A pigeon is today crossing its legs in a desperate attempt to hold in a bowel movement until that man on his drive has finished polishing his car.
Simon Williams, 42, is lovingly applying a second coat of wax to his pride and joy, a two-year-old 4 series BMW in Cobalt blue, and the pigeon is hoping he hurries up about it.
“Honestly, I’m absolutely bursting,” explained the pigeon.
“As I’m a bird, I don’t have a separate bladder and bowel, it all goes into a small sack just behind my cloaca – and boy is my sack fit to burst right now.
“But I simply can not waste this one. It’s going to be huge. It’s going to look like a child dropped its triple-scoop ice-cream. This will be a bowel movement for the ages. They will tell takes of this watery turd long after I’m gone – which is why I’m waiting to ensure it has maximum impact.
“I’m a pretty good shot, so I can hit whatever I want from about thirty feet up. I once landed one in a woman’s handbag from 50 feet up. Now it’s just a case of hitting a car? A piece of piss. Well, piss mixed with shit.

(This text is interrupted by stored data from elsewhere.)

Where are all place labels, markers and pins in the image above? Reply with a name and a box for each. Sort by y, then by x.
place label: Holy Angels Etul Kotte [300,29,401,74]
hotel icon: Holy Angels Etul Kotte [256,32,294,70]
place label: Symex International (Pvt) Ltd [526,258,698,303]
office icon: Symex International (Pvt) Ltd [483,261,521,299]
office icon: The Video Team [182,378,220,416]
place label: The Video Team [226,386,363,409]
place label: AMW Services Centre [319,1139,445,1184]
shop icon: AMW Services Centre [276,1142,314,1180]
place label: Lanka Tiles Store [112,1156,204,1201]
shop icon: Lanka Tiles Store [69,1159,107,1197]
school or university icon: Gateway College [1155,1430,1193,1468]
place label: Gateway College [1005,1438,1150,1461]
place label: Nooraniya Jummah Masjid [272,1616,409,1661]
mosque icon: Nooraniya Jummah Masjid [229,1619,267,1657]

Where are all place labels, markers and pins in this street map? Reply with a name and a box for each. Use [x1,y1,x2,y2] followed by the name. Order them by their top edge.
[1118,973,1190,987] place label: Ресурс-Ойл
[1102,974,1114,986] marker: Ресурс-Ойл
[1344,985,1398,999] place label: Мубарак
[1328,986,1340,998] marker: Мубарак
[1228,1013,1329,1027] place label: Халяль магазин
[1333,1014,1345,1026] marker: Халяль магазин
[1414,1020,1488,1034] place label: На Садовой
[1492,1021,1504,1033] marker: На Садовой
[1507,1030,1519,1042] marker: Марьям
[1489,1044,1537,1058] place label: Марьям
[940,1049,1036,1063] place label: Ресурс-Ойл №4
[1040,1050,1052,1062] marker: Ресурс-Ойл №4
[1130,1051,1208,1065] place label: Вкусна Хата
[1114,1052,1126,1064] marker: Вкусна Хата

“I’m thinking right in the centre of the bonnet? If I can get enough speed up before my bombing run I can probably pebble-dash a bit of the windscreen too. That would be nice
“Oh look, he’s finished. Look at him there, standing back and smiling at his work. Oh, great, he’s taking a photo of it. Lovely. Right, off I go!”
At the time of writing, Williams was still trying to stifle his anguished screams.